----- Data for analysis -----

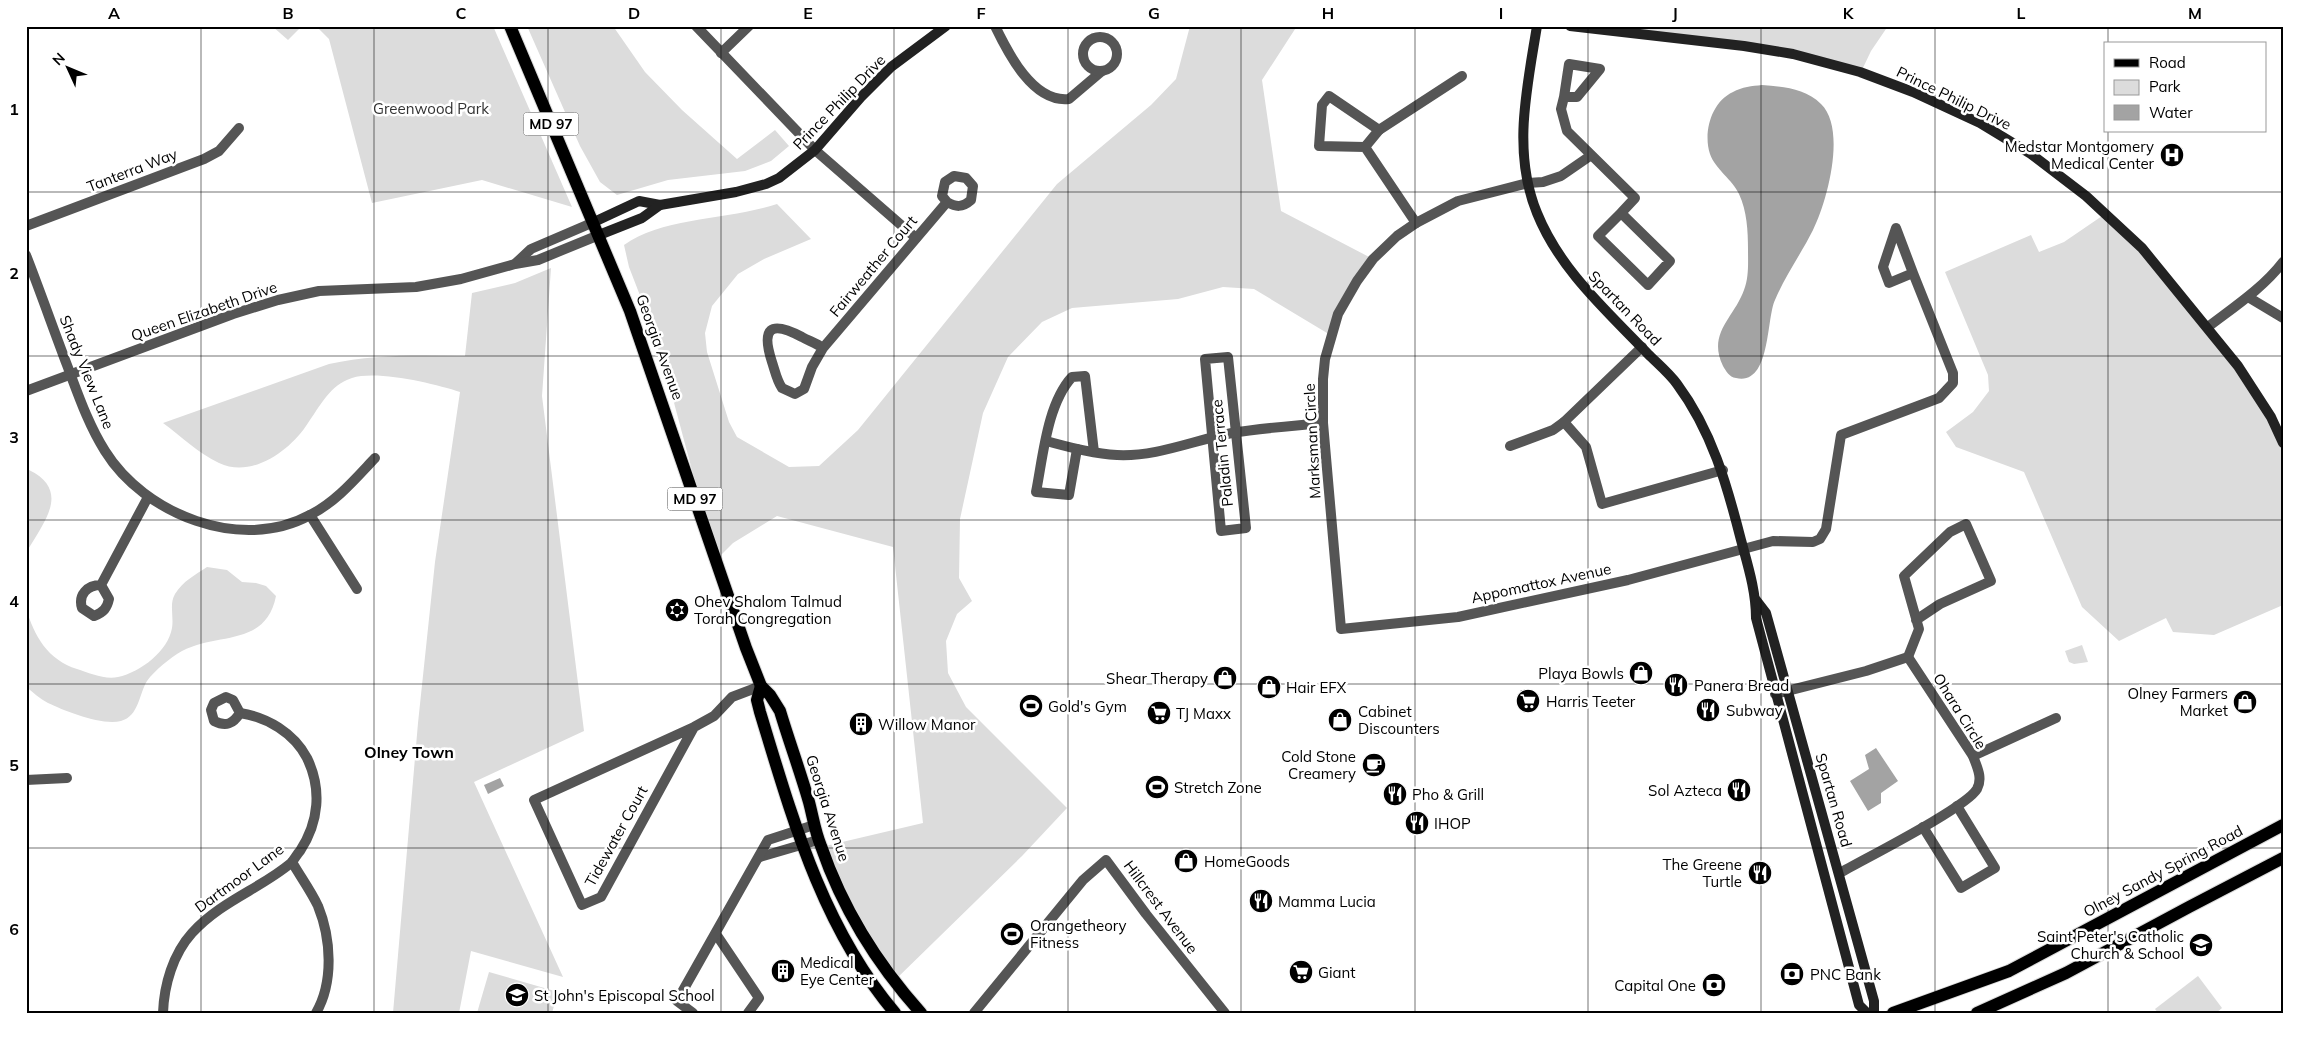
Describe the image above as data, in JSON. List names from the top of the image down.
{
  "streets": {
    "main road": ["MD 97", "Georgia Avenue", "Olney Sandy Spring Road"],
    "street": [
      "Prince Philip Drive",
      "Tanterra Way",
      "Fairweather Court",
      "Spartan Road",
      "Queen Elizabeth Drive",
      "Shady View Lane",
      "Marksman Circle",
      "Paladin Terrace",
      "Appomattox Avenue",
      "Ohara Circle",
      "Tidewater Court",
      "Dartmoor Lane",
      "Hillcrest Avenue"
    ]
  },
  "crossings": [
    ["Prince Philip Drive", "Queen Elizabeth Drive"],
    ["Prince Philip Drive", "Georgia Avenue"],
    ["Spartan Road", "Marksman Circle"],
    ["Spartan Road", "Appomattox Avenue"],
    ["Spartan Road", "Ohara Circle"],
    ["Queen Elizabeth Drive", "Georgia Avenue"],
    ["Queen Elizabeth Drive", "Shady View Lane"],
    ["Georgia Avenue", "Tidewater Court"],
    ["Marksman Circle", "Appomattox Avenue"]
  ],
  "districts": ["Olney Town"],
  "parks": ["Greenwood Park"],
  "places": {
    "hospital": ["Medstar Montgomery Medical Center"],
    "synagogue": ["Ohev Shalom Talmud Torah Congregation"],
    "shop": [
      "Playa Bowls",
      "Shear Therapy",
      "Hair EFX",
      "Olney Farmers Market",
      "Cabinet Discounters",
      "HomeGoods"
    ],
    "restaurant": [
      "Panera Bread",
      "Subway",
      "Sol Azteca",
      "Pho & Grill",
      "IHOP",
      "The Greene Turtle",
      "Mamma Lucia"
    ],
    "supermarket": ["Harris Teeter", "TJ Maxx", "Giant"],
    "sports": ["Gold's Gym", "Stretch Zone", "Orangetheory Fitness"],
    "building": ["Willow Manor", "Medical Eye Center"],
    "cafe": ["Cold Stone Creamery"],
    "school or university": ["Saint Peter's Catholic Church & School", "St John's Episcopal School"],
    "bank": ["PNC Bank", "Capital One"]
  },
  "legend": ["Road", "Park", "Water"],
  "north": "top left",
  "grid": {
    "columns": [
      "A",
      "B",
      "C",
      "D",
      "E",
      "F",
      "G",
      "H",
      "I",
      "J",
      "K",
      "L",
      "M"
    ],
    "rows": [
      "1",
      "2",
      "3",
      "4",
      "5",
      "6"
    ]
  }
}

-----

Report all lines in the records that include the string "Olney".

**Written response**.
    "main road": ["MD 97", "Georgia Avenue", "Olney Sandy Spring Road"],
  "districts": ["Olney Town"],
      "Olney Farmers Market",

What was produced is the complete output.